> TASK TO COMPLETE:
Please write out the data that follows, word for word.

Stored items:
BEGIN

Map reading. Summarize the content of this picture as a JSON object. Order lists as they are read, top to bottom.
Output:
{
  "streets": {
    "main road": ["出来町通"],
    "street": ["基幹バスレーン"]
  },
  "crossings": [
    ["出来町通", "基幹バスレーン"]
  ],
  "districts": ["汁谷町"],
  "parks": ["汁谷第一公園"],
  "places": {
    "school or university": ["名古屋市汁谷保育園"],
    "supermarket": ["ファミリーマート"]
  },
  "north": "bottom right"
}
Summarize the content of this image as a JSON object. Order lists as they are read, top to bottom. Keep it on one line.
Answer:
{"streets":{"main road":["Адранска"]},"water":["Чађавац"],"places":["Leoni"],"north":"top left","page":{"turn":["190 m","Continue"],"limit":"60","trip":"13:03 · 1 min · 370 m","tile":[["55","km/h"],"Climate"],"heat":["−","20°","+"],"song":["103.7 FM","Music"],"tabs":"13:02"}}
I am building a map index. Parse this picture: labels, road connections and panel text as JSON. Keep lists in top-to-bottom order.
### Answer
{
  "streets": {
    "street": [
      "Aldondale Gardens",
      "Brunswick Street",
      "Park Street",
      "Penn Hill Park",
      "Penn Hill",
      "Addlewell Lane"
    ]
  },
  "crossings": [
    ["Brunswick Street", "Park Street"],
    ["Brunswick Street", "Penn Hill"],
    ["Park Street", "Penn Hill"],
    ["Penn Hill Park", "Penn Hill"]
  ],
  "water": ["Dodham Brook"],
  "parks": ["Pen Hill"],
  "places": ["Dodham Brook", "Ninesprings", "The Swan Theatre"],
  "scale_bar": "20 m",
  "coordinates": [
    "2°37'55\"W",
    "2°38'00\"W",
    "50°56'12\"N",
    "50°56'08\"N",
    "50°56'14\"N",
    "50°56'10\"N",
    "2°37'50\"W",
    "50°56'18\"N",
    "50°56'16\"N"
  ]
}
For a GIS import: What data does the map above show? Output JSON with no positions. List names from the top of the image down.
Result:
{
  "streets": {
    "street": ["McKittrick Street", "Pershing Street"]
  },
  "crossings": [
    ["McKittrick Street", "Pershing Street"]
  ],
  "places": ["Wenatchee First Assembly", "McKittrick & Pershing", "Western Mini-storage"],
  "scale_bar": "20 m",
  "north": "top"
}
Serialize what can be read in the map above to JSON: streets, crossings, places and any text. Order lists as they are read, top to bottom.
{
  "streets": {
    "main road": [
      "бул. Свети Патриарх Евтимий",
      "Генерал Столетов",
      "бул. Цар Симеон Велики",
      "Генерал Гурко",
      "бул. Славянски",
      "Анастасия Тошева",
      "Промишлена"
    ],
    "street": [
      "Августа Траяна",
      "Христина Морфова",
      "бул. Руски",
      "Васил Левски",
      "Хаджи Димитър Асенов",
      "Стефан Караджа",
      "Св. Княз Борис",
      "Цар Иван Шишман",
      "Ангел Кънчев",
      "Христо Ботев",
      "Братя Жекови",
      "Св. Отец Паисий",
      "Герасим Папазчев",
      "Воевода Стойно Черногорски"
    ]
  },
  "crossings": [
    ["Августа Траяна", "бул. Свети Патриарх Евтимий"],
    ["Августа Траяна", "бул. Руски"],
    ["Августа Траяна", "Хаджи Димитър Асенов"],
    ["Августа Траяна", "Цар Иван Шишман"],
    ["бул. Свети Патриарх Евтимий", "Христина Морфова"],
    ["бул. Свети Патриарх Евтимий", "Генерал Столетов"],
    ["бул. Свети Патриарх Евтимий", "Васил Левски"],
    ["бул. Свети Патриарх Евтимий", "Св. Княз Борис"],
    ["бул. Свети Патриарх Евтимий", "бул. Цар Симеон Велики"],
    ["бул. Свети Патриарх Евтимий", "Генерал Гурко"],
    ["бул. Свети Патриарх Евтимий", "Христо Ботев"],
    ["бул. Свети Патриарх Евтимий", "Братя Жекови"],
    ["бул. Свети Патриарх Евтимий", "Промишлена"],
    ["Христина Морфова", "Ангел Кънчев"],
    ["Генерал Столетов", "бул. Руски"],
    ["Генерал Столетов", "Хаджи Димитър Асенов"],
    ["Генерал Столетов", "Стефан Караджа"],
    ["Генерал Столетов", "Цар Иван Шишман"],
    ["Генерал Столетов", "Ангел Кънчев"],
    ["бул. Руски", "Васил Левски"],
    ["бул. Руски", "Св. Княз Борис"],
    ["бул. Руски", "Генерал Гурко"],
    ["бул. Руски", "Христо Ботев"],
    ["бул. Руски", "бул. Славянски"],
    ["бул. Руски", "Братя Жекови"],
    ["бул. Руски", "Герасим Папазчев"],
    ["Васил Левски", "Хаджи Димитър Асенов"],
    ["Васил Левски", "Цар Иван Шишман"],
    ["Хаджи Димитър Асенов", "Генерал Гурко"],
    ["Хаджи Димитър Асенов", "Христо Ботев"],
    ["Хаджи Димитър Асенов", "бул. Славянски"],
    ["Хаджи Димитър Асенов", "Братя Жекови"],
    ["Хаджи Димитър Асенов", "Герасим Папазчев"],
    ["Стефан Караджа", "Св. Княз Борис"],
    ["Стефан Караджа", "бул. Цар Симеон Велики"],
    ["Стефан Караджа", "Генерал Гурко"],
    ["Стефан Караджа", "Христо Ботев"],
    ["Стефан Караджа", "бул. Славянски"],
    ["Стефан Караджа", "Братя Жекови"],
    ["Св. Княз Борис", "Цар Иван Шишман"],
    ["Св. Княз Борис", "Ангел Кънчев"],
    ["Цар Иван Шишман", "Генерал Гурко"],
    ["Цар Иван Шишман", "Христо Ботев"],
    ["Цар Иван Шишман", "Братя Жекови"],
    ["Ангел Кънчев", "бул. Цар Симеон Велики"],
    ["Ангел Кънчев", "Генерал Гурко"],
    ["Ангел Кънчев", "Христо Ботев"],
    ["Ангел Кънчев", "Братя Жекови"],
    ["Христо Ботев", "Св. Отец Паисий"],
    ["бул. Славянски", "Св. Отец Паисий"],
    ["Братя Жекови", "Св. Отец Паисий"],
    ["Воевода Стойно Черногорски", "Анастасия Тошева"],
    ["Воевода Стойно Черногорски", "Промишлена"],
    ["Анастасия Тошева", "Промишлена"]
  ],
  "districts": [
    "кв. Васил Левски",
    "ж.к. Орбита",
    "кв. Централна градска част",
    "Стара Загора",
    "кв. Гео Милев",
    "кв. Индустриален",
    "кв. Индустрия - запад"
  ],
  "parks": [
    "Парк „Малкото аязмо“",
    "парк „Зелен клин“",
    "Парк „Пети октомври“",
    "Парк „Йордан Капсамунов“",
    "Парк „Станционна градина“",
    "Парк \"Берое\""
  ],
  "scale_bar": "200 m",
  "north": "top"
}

END

> EXERCISE ANSWER:
Map reading. Summarize the content of this picture as a JSON object. Order lists as they are read, top to bottom.
Output:
{
  "streets": {
    "main road": ["出来町通"],
    "street": ["基幹バスレーン"]
  },
  "crossings": [
    ["出来町通", "基幹バスレーン"]
  ],
  "districts": ["汁谷町"],
  "parks": ["汁谷第一公園"],
  "places": {
    "school or university": ["名古屋市汁谷保育園"],
    "supermarket": ["ファミリーマート"]
  },
  "north": "bottom right"
}
Summarize the content of this image as a JSON object. Order lists as they are read, top to bottom. Keep it on one line.
Answer:
{"streets":{"main road":["Адранска"]},"water":["Чађавац"],"places":["Leoni"],"north":"top left","page":{"turn":["190 m","Continue"],"limit":"60","trip":"13:03 · 1 min · 370 m","tile":[["55","km/h"],"Climate"],"heat":["−","20°","+"],"song":["103.7 FM","Music"],"tabs":"13:02"}}
I am building a map index. Parse this picture: labels, road connections and panel text as JSON. Keep lists in top-to-bottom order.
### Answer
{
  "streets": {
    "street": [
      "Aldondale Gardens",
      "Brunswick Street",
      "Park Street",
      "Penn Hill Park",
      "Penn Hill",
      "Addlewell Lane"
    ]
  },
  "crossings": [
    ["Brunswick Street", "Park Street"],
    ["Brunswick Street", "Penn Hill"],
    ["Park Street", "Penn Hill"],
    ["Penn Hill Park", "Penn Hill"]
  ],
  "water": ["Dodham Brook"],
  "parks": ["Pen Hill"],
  "places": ["Dodham Brook", "Ninesprings", "The Swan Theatre"],
  "scale_bar": "20 m",
  "coordinates": [
    "2°37'55\"W",
    "2°38'00\"W",
    "50°56'12\"N",
    "50°56'08\"N",
    "50°56'14\"N",
    "50°56'10\"N",
    "2°37'50\"W",
    "50°56'18\"N",
    "50°56'16\"N"
  ]
}
For a GIS import: What data does the map above show? Output JSON with no positions. List names from the top of the image down.
Result:
{
  "streets": {
    "street": ["McKittrick Street", "Pershing Street"]
  },
  "crossings": [
    ["McKittrick Street", "Pershing Street"]
  ],
  "places": ["Wenatchee First Assembly", "McKittrick & Pershing", "Western Mini-storage"],
  "scale_bar": "20 m",
  "north": "top"
}
Serialize what can be read in the map above to JSON: streets, crossings, places and any text. Order lists as they are read, top to bottom.
{
  "streets": {
    "main road": [
      "бул. Свети Патриарх Евтимий",
      "Генерал Столетов",
      "бул. Цар Симеон Велики",
      "Генерал Гурко",
      "бул. Славянски",
      "Анастасия Тошева",
      "Промишлена"
    ],
    "street": [
      "Августа Траяна",
      "Христина Морфова",
      "бул. Руски",
      "Васил Левски",
      "Хаджи Димитър Асенов",
      "Стефан Караджа",
      "Св. Княз Борис",
      "Цар Иван Шишман",
      "Ангел Кънчев",
      "Христо Ботев",
      "Братя Жекови",
      "Св. Отец Паисий",
      "Герасим Папазчев",
      "Воевода Стойно Черногорски"
    ]
  },
  "crossings": [
    ["Августа Траяна", "бул. Свети Патриарх Евтимий"],
    ["Августа Траяна", "бул. Руски"],
    ["Августа Траяна", "Хаджи Димитър Асенов"],
    ["Августа Траяна", "Цар Иван Шишман"],
    ["бул. Свети Патриарх Евтимий", "Христина Морфова"],
    ["бул. Свети Патриарх Евтимий", "Генерал Столетов"],
    ["бул. Свети Патриарх Евтимий", "Васил Левски"],
    ["бул. Свети Патриарх Евтимий", "Св. Княз Борис"],
    ["бул. Свети Патриарх Евтимий", "бул. Цар Симеон Велики"],
    ["бул. Свети Патриарх Евтимий", "Генерал Гурко"],
    ["бул. Свети Патриарх Евтимий", "Христо Ботев"],
    ["бул. Свети Патриарх Евтимий", "Братя Жекови"],
    ["бул. Свети Патриарх Евтимий", "Промишлена"],
    ["Христина Морфова", "Ангел Кънчев"],
    ["Генерал Столетов", "бул. Руски"],
    ["Генерал Столетов", "Хаджи Димитър Асенов"],
    ["Генерал Столетов", "Стефан Караджа"],
    ["Генерал Столетов", "Цар Иван Шишман"],
    ["Генерал Столетов", "Ангел Кънчев"],
    ["бул. Руски", "Васил Левски"],
    ["бул. Руски", "Св. Княз Борис"],
    ["бул. Руски", "Генерал Гурко"],
    ["бул. Руски", "Христо Ботев"],
    ["бул. Руски", "бул. Славянски"],
    ["бул. Руски", "Братя Жекови"],
    ["бул. Руски", "Герасим Папазчев"],
    ["Васил Левски", "Хаджи Димитър Асенов"],
    ["Васил Левски", "Цар Иван Шишман"],
    ["Хаджи Димитър Асенов", "Генерал Гурко"],
    ["Хаджи Димитър Асенов", "Христо Ботев"],
    ["Хаджи Димитър Асенов", "бул. Славянски"],
    ["Хаджи Димитър Асенов", "Братя Жекови"],
    ["Хаджи Димитър Асенов", "Герасим Папазчев"],
    ["Стефан Караджа", "Св. Княз Борис"],
    ["Стефан Караджа", "бул. Цар Симеон Велики"],
    ["Стефан Караджа", "Генерал Гурко"],
    ["Стефан Караджа", "Христо Ботев"],
    ["Стефан Караджа", "бул. Славянски"],
    ["Стефан Караджа", "Братя Жекови"],
    ["Св. Княз Борис", "Цар Иван Шишман"],
    ["Св. Княз Борис", "Ангел Кънчев"],
    ["Цар Иван Шишман", "Генерал Гурко"],
    ["Цар Иван Шишман", "Христо Ботев"],
    ["Цар Иван Шишман", "Братя Жекови"],
    ["Ангел Кънчев", "бул. Цар Симеон Велики"],
    ["Ангел Кънчев", "Генерал Гурко"],
    ["Ангел Кънчев", "Христо Ботев"],
    ["Ангел Кънчев", "Братя Жекови"],
    ["Христо Ботев", "Св. Отец Паисий"],
    ["бул. Славянски", "Св. Отец Паисий"],
    ["Братя Жекови", "Св. Отец Паисий"],
    ["Воевода Стойно Черногорски", "Анастасия Тошева"],
    ["Воевода Стойно Черногорски", "Промишлена"],
    ["Анастасия Тошева", "Промишлена"]
  ],
  "districts": [
    "кв. Васил Левски",
    "ж.к. Орбита",
    "кв. Централна градска част",
    "Стара Загора",
    "кв. Гео Милев",
    "кв. Индустриален",
    "кв. Индустрия - запад"
  ],
  "parks": [
    "Парк „Малкото аязмо“",
    "парк „Зелен клин“",
    "Парк „Пети октомври“",
    "Парк „Йордан Капсамунов“",
    "Парк „Станционна градина“",
    "Парк \"Берое\""
  ],
  "scale_bar": "200 m",
  "north": "top"
}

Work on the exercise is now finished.